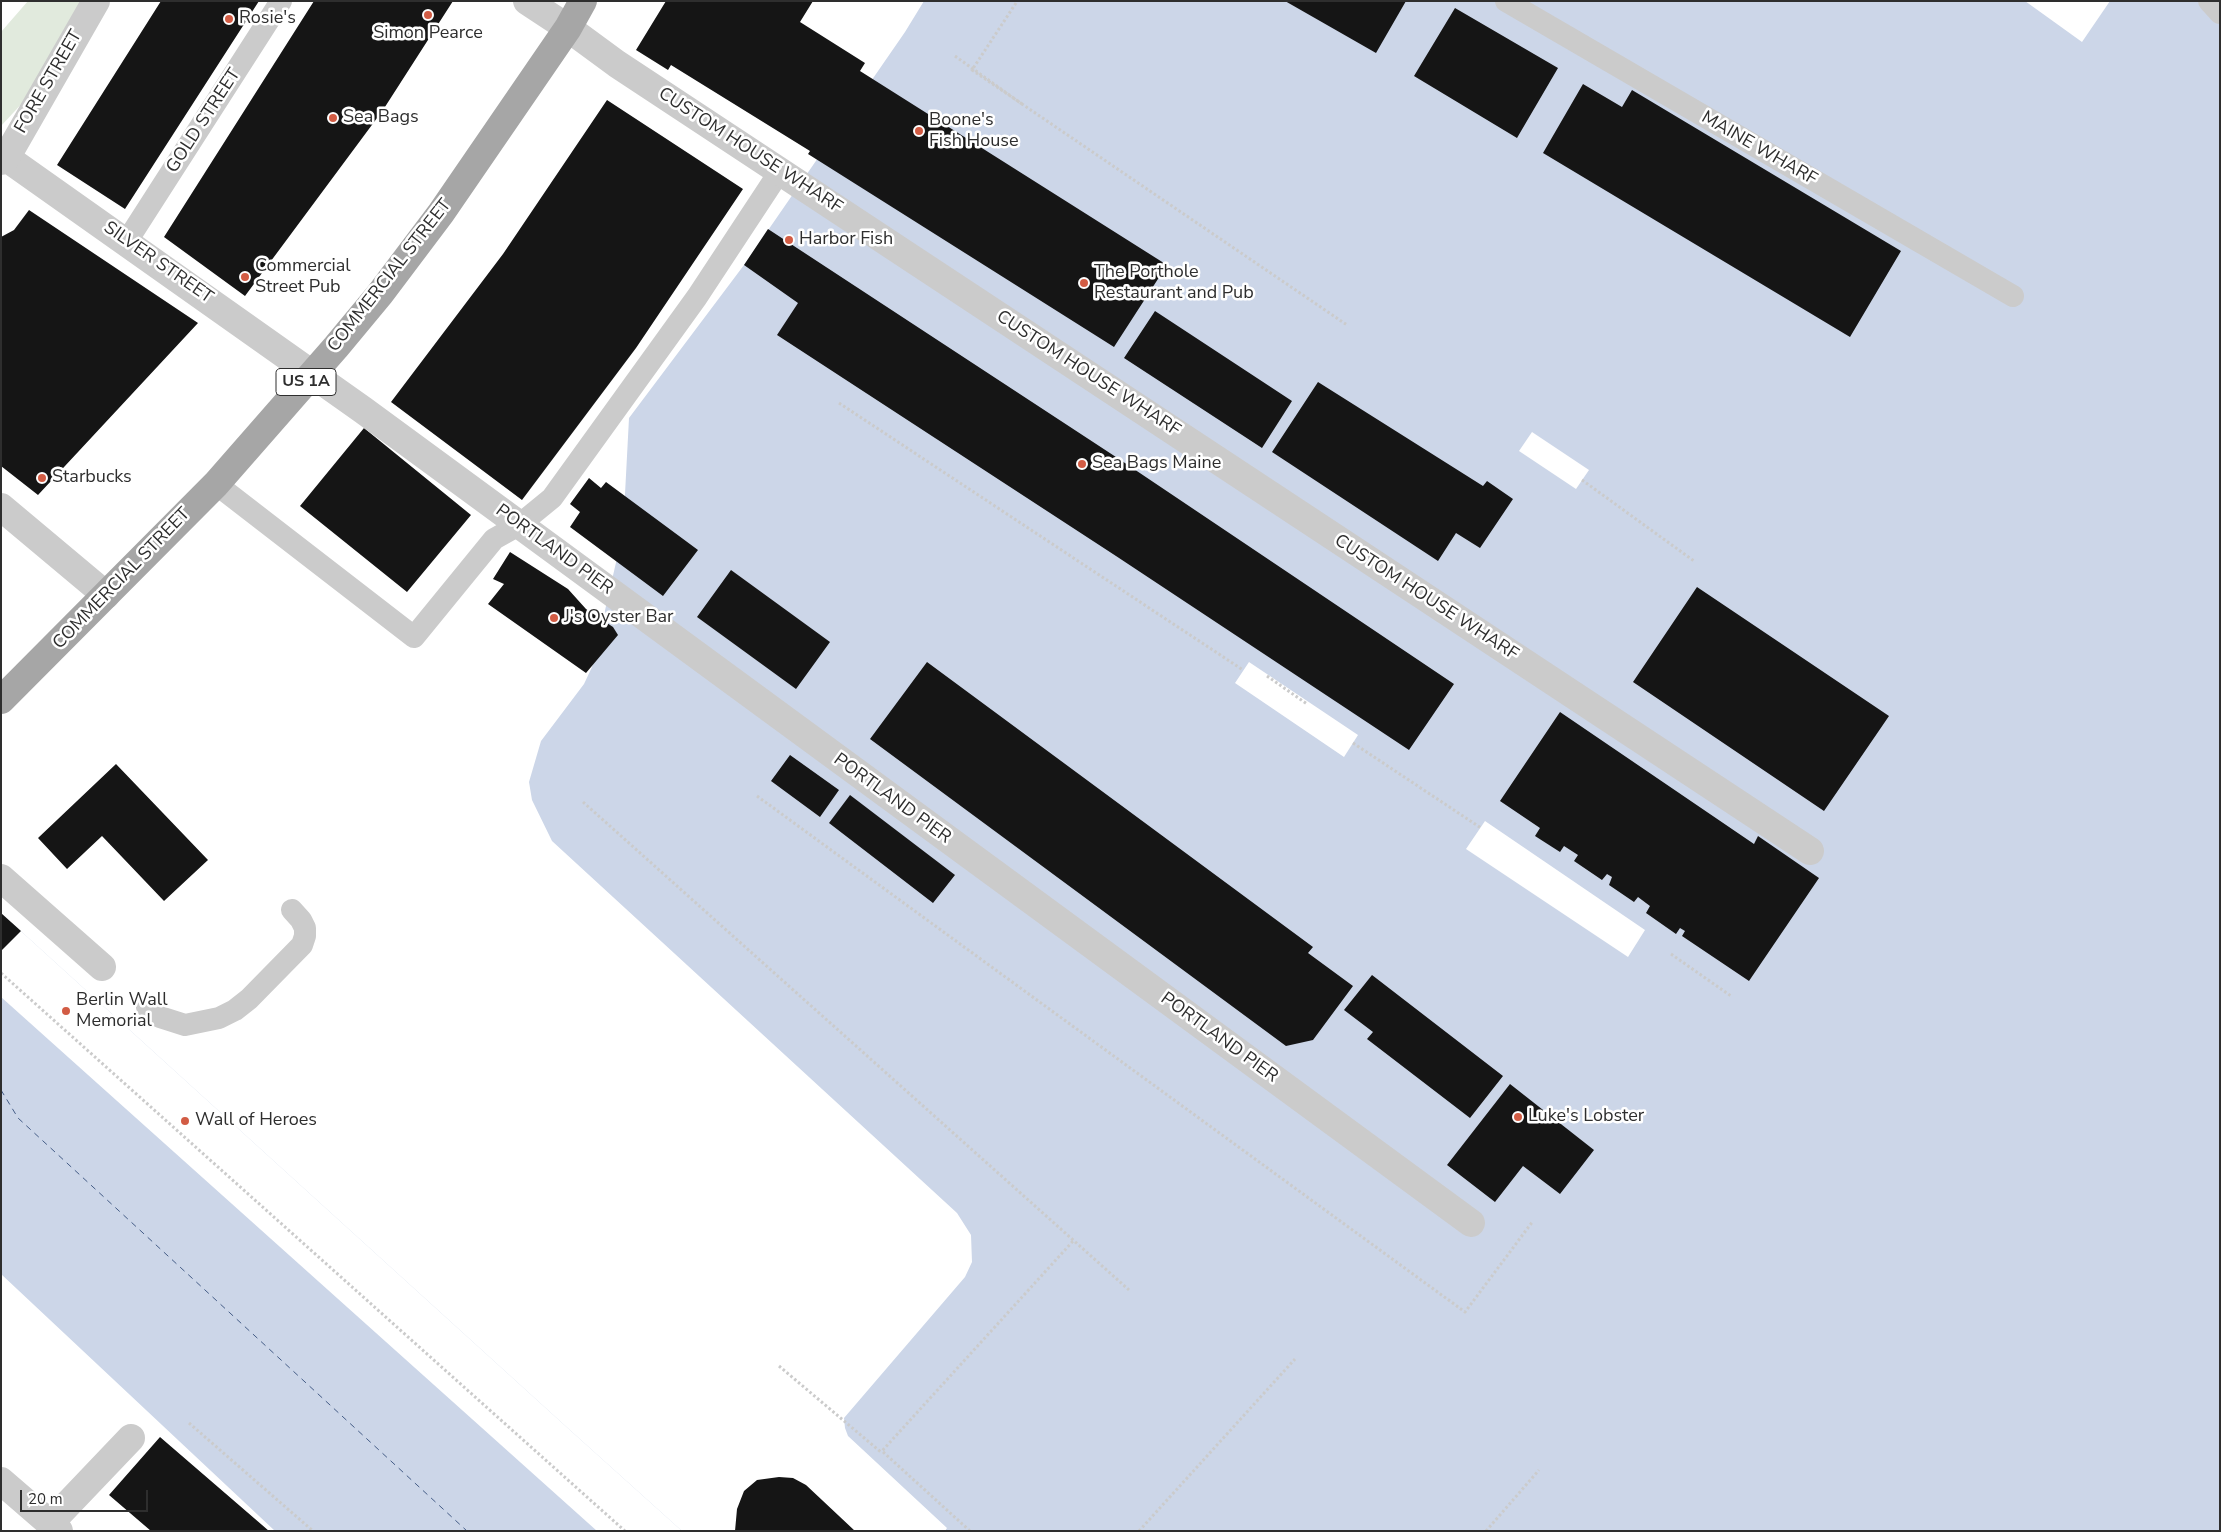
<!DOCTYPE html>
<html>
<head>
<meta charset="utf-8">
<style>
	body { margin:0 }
	#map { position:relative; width:2221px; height:1532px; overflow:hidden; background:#fff; font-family:"Nunito Sans",sans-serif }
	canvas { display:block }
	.frame { position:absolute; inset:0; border:2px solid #2e2e2e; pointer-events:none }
	.scale { position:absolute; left:20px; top:1490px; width:128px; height:22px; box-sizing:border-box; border:2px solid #2e2e2e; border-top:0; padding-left:6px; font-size:15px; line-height:18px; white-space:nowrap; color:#2e2e2e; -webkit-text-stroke:4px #fff; paint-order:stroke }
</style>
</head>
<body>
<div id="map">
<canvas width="2221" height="1532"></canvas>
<div class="frame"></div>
<div class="scale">20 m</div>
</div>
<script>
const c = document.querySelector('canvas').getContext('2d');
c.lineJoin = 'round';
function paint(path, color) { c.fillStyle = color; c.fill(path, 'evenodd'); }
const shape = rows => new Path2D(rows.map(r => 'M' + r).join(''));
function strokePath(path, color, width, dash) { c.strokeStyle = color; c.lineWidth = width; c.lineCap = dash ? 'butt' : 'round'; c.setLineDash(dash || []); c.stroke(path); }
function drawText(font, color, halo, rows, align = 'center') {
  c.font = font + ' "Nunito Sans",sans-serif'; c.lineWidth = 5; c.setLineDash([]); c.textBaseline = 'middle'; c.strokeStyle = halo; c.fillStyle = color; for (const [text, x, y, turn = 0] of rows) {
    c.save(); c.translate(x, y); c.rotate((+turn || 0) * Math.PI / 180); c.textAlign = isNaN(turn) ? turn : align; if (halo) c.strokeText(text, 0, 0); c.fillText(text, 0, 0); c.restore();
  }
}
const green = shape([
	[28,1,83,1,27,98,1,126,1,32]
]);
const water = shape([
	[924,1,2220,1,2220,1531,945,1531,947,1528,848,1436,845,1428,844,1418,965,1277,972,1262,971,1235,957,1213,552,841,532,800,529,782,541,741,584,684,592,667,623,532,629,418,744,265,905,32],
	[12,923,571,1431,682,1531,275,1531,1,1274,1,927]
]);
const pier = shape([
	[2025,1,2110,1,2082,42],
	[1532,432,1589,470,1576,489,1519,451],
	[1249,662,1358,735,1344,757,1235,683],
	[1485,821,1645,930,1628,957,1466,849],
	[12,923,571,1431,682,1531,597,1531,1,997,1,927]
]);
const ferry = shape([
	[1,1090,18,1118,467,1531]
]);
const building = shape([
	[161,1,259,1,125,209,57,165],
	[314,1,453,1,383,110,245,296,164,237],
	[666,1,813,1,800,22,865,63,860,71,1167,265,1114,347,808,154,810,151,671,65,668,70,636,50],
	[1285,1,1406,1,1376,53],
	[1455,8,1558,68,1517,138,1414,76],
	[1583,84,1622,107,1632,90,1901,251,1850,337,1543,153],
	[607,100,743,189,636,348,522,500,391,402,503,254],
	[29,210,198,323,38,495,1,466,1,237,14,230],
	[768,229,1119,459,1454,684,1409,750,1116,556,777,335,798,303,744,265],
	[1155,311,1292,401,1262,448,1124,358],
	[1318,382,1483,486,1487,481,1513,499,1480,548,1456,533,1438,561,1272,452],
	[364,428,471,515,407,592,300,506],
	[589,478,601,488,606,482,698,550,663,596,570,527,580,512,570,504],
	[510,552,568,589,586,609,613,627,618,635,586,673,488,604,504,584,493,579],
	[731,570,830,642,796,689,697,617],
	[1697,587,1889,716,1824,811,1633,682],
	[927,662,1313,947,1308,953,1353,986,1313,1040,1286,1046,870,739],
	[1560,712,1754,844,1758,836,1819,878,1749,981,1682,936,1685,931,1680,928,1676,934,1646,913,1650,906,1638,897,1634,902,1609,885,1612,877,1607,874,1602,880,1574,861,1578,855,1564,846,1560,852,1535,836,1540,828,1500,801],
	[790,755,839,790,820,817,771,781],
	[116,764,208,860,164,901,102,836,67,869,38,838],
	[850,795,955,875,933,903,829,823],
	[1,913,21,931,1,951],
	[1372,975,1503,1076,1470,1118,1367,1039,1373,1032,1344,1010],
	[1510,1084,1594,1150,1560,1194,1523,1166,1495,1202,1447,1165],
	[160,1437,269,1531,151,1531,109,1495],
	[779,1477,793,1478,806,1485,855,1531,735,1531,737,1509,744,1491,757,1480]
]);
const path = shape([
	[1016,3,972,70,1347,325],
	[839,403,1243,670],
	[1582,480,1694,561],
	[1267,676,1307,704],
	[1353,743,1481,828],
	[757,796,1465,1312,1533,1221],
	[583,802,1129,1290],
	[1671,954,1731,996],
	[1,973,625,1531],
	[779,1366,882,1453],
	[189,1423,313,1531],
	[970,1531,882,1451,1074,1240],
	[1139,1531,1295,1359],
	[1486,1531,1539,1470]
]);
const service = shape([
	[1506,1,2013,296],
	[2209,1,2220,13],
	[127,241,281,1],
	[216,484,414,637,494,539,519,525,552,498,697,297,780,171],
	[147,1007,160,1017,185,1025,219,1018,235,1010,249,999,302,945,305,936,305,928,301,920,292,910]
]);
const minor = shape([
	[568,28,617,64,1810,851],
	[1,154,363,410,1471,1223],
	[1,507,106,595],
	[1,878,102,967],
	[1,1481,59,1531],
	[50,1523,131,1438]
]);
const tertiary = shape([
	[527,1,568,28],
	[1,161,6,158,96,1]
]);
const primary = shape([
	[1,700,216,484,336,347,380,294,441,213,568,28,583,1]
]);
const pathBridge = shape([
	[955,56,1022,104]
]);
const markers = [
	[428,15,5,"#d25c44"],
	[229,19,5,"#d25c44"],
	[333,118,5,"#d25c44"],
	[919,131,5,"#d25c44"],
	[789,240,5,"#d25c44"],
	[245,277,5,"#d25c44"],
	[1084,283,5,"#d25c44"],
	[1082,464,5,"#d25c44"],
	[42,478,5,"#d25c44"],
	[554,618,5,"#d25c44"],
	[66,1011,5,"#d25c44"],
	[1518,1117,5,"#d25c44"],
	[185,1121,5,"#d25c44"]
];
const shields = [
	[306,382,60]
];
const shieldNames = [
	["US 1A",306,382]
];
const poiNames = [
	["Rosie's",239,19],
	["Simon Pearce",428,34,"center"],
	["Sea Bags",343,118],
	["Boone's",929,121],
	["Fish House",929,142],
	["Harbor Fish",799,240],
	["Commercial",255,267],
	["Street Pub",255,288],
	["The Porthole",1094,273],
	["Restaurant and Pub",1094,294],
	["Sea Bags Maine",1092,464],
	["Starbucks",52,478],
	["J's Oyster Bar",564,618],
	["Berlin Wall",76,1001],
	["Memorial",76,1022],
	["Luke's Lobster",1528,1117],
	["Wall of Heroes",195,1121]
];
const streetNames = [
	["FORE STREET",49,82,-60],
	["GOLD STREET",204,121,-57],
	["MAINE WHARF",1759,149,30],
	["CUSTOM HOUSE WHARF",750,151,33],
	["SILVER STREET",158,263,35],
	["COMMERCIAL STREET",390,276,-52],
	["CUSTOM HOUSE WHARF",1088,374,33],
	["PORTLAND PIER",554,550,36],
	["COMMERCIAL STREET",122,579,-46],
	["CUSTOM HOUSE WHARF",1426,598,33],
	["PORTLAND PIER",892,799,36],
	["PORTLAND PIER",1219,1038,36]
];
paint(green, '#e1eadd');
paint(water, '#ccd6e8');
paint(pier, '#fff');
strokePath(ferry, '#455d87', 1, [6, 5]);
paint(building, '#151515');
strokePath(path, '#cbcbcb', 3, [2.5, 2.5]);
strokePath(service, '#cbcbcb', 22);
strokePath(minor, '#cbcbcb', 28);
strokePath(tertiary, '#cbcbcb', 28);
strokePath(primary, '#a6a6a6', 28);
strokePath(pathBridge, '#cbcbcb', 3, [2.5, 2.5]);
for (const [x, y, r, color] of markers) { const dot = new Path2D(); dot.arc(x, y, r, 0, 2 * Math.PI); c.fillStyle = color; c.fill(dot); strokePath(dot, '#fff', 2); }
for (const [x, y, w] of shields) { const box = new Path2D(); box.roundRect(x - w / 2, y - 13.5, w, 27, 4); c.fillStyle = '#fff'; c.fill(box); strokePath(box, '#2e2e2e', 1); }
drawText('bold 16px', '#2e2e2e', null, shieldNames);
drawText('18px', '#2e2e2e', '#fff', poiNames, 'left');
drawText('18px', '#2e2e2e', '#fff', streetNames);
</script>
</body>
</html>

#### [Task directions]
Show every line from the entries above in which the word "strokeStyle" appears.

#### [Written reply]
function strokePath(path, color, width, dash) { c.strokeStyle = color; c.lineWidth = width; c.lineCap = dash ? 'butt' : 'round'; c.setLineDash(dash || []); c.stroke(path); }
  c.font = font + ' "Nunito Sans",sans-serif'; c.lineWidth = 5; c.setLineDash([]); c.textBaseline = 'middle'; c.strokeStyle = halo; c.fillStyle = color; for (const [text, x, y, turn = 0] of rows) {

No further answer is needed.